The service factors included were limited to those for which good quality data were available. Variations in other primary care characteristics, secondary healthcare delivery and non-health care factors may possibly have predictive ability for variations in population mortality.

As discussed in the methods section above, the Index of Multiple Deprivation Score has a health domain weighted at 13.5%, including a single mortality indicator (years of potential life lost). The extent to which any correlation between our mortality dependent variables and the overall IMD score would be exaggerated by the presence of the years of life lost indicator is likely to be small [56]. However, the advantages of using the generally recognized indicator, underpinned by robust methodology, and the lack of a superior alternative, outweighed this small disadvantage.

The data were not entirely contemporaneous; smoking and obesity rates were from 2006–2008; the deprivation index was calculated for 2007; mortality data were for the calendar year; and the Quality and Outcomes Framework, smoking cessation and General Practice Patient Survey data relate to the business year (April to March). These were the latest or best contemporaneous fit for the variables analyzed.

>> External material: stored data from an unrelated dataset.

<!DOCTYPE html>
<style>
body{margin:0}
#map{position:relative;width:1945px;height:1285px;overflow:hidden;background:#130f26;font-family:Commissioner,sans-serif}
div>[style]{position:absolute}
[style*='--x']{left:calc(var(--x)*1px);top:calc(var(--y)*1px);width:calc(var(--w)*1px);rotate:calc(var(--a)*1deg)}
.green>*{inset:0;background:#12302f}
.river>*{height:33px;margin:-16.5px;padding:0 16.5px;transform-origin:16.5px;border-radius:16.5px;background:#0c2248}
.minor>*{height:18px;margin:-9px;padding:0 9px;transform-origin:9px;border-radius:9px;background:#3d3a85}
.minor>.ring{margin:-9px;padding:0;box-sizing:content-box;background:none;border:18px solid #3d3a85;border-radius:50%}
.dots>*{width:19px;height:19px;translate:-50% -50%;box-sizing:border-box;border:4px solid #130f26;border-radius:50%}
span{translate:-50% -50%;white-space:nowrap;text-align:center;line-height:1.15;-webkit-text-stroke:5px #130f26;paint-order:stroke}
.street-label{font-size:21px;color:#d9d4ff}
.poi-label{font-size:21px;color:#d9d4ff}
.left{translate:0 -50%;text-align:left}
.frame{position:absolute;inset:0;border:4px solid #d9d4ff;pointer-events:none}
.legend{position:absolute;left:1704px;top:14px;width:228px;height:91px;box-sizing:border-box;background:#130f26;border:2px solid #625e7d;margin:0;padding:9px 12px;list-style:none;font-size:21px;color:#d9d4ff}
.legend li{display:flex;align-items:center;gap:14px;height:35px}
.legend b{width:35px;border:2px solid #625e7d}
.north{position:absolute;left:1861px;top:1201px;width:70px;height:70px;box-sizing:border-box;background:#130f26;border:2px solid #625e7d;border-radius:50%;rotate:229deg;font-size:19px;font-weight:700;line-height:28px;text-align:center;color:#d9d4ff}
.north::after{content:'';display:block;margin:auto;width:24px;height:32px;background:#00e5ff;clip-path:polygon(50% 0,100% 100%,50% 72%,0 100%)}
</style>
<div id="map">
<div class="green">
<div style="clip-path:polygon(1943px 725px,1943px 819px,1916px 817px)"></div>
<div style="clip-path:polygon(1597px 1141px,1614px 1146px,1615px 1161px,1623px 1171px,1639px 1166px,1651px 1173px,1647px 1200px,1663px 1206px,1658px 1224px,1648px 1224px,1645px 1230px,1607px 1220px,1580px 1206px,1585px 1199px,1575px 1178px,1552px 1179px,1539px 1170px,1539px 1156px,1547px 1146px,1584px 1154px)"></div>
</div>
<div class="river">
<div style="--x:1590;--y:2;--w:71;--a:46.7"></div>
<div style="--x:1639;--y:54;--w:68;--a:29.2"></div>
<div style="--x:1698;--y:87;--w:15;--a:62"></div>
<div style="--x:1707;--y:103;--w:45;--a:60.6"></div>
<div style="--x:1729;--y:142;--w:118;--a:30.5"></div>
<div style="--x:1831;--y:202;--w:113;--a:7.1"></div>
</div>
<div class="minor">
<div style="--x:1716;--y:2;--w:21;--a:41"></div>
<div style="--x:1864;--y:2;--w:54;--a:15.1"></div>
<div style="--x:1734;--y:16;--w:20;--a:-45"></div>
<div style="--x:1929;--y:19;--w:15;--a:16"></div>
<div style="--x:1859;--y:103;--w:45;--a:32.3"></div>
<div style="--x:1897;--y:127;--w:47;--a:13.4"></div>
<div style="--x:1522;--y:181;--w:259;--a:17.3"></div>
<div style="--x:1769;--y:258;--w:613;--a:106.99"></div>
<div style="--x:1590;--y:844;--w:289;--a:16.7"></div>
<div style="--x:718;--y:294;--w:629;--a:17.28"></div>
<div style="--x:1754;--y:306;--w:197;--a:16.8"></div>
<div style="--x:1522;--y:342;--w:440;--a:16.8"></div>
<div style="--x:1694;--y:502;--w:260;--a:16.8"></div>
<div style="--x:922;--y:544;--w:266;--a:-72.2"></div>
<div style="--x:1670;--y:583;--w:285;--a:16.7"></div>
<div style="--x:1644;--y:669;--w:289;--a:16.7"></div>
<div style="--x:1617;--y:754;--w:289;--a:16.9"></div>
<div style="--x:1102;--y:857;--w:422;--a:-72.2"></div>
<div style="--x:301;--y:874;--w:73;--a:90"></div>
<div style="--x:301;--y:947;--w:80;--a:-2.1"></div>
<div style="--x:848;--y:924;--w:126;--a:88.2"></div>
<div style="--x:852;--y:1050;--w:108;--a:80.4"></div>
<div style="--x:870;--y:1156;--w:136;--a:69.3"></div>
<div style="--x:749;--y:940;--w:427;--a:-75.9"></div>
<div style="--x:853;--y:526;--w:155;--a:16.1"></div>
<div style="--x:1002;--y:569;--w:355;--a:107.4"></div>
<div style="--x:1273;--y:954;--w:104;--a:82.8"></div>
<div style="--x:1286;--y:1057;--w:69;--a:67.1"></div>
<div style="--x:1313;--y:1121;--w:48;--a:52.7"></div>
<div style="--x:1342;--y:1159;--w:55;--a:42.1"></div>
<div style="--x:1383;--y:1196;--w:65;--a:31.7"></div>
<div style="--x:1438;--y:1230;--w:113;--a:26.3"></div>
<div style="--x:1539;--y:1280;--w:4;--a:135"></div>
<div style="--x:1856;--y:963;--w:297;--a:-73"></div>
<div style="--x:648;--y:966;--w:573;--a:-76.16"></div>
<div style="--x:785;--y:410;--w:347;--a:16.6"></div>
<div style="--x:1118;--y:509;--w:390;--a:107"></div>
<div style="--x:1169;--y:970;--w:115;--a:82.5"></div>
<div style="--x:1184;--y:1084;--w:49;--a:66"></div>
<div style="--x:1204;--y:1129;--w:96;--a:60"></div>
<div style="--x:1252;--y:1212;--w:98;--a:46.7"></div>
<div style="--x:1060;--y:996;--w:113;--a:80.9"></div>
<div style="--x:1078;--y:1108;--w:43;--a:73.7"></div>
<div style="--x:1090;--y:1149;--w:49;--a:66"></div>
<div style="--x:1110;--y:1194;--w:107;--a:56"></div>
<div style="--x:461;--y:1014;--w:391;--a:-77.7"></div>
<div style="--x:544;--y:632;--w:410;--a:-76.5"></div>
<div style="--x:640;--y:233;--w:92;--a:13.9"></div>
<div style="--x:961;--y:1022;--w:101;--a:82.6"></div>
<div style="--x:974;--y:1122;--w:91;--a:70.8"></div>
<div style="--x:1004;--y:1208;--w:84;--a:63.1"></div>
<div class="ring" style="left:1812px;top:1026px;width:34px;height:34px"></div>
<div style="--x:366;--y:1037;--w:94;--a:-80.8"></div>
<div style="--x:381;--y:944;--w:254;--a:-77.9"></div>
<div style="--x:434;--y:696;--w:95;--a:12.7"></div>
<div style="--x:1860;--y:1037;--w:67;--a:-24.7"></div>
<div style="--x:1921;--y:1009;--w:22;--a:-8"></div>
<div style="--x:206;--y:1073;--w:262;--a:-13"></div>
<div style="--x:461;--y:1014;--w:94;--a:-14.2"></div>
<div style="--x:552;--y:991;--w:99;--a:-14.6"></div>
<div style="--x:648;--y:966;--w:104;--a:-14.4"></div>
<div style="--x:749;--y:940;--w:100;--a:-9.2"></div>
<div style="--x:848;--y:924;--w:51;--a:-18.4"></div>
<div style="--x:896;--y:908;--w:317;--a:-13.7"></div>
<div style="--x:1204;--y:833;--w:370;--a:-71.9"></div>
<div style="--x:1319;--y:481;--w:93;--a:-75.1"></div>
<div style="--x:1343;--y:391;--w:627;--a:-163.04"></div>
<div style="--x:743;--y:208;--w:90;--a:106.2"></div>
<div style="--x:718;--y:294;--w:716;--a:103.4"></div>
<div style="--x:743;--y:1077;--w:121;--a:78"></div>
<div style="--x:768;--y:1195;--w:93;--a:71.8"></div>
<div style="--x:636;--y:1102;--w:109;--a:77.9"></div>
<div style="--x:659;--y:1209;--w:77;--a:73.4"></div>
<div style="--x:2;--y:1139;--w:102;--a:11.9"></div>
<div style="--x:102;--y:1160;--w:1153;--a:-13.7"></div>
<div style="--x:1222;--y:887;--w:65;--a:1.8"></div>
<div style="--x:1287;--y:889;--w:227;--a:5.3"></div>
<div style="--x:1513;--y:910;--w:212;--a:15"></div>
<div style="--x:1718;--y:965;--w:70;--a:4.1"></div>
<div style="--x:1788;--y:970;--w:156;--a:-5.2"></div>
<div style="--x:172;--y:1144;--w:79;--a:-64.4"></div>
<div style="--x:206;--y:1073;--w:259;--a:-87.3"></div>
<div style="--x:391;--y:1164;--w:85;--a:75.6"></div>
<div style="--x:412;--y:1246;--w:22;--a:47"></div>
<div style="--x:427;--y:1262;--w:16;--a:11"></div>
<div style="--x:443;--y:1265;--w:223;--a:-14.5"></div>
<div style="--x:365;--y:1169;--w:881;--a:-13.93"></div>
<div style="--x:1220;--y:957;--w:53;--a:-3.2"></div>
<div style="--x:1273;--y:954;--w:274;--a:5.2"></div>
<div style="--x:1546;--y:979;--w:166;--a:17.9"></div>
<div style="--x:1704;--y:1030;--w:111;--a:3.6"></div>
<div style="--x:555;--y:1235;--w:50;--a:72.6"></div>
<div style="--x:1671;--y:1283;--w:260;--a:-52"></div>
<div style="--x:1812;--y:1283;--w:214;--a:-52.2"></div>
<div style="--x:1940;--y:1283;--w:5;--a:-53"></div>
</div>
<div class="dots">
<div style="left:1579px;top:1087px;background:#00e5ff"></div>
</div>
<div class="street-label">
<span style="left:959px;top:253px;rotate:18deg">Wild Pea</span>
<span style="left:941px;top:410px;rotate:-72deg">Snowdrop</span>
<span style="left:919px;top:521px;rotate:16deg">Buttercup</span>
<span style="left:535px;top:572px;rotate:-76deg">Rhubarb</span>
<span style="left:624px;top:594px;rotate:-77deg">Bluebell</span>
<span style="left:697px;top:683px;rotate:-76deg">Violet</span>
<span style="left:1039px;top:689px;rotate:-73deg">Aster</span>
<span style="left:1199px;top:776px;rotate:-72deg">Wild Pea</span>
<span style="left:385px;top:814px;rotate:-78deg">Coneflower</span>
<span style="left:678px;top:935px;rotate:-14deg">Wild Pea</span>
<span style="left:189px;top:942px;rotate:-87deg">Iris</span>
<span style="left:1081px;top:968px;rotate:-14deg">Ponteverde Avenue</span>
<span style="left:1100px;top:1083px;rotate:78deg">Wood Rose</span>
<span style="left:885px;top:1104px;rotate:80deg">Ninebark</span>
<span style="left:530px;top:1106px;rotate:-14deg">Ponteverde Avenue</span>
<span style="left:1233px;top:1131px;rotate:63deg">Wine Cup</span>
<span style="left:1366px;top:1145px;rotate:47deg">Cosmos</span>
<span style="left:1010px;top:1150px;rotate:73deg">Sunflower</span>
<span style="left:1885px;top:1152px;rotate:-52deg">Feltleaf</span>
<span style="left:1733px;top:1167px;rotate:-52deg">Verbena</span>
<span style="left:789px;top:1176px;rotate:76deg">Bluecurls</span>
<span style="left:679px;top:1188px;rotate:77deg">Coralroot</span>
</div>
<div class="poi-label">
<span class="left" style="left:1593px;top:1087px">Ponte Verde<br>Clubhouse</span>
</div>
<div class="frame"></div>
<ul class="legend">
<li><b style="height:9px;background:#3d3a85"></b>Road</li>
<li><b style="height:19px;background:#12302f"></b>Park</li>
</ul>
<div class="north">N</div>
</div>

Because of relatively low response rates in the General Practice Patient Survey (22 to 55%), findings using these data have to be interpreted with caution. However, by following rigorous probability sampling processes, these surveys have minimised bias due to low response rates [57]. Also, the surveys were the only source of uniform data on patients’ ability to consult a preferred doctor.

The study was limited to investigating associations at primary care trust level. However, since the basis of the study was a conceptual model with a framework explaining the modifying effect of primary care on population health outcomes [15], and the findings were consistent with the model, the identified associations almost certainly reflect how primary care features affected population mortality.

Implications

Healthcare reforms should aim to reduce variations in population mortality. This study’s findings indicate that primary care’s effectiveness will be improved when primary care organisations have a strong public health perspective. In such an approach, strategies and incentives should deliver appropriate interventions, including prevention and early detection, to as many people with potential to benefit as possible, in the context of sustained partnership [58] and be tailored to address local needs and the adverse effects of social factors on health [4].

Conclusions

Primary healthcare service characteristics are associated with variations in mortality rates in England, after adjustment for population characteristics. To reduce these variations, the consistent delivery of simple, cost-effective and appropriate interventions to whole populations is needed, fostered through sustained relationships between patients and healthcare.

Ethical committee approval

Not required, as the study used only data that were already collected and publically available, with no individuals or practices identified.

Funding Statement

The study formed part of the programme of the National Institute for Health Research (NIHR) Collaboration for Leadership in Applied Research and Care (CLARHC) in Leicestershire, Northamptonshire and Rutland. The CLAHRC is funded by the NIHR. The views expressed in this paper do not necessarily reflect those of the NIHR. The funders had no role in study design, data collection and analysis, decision to publish, or preparation of the manuscript.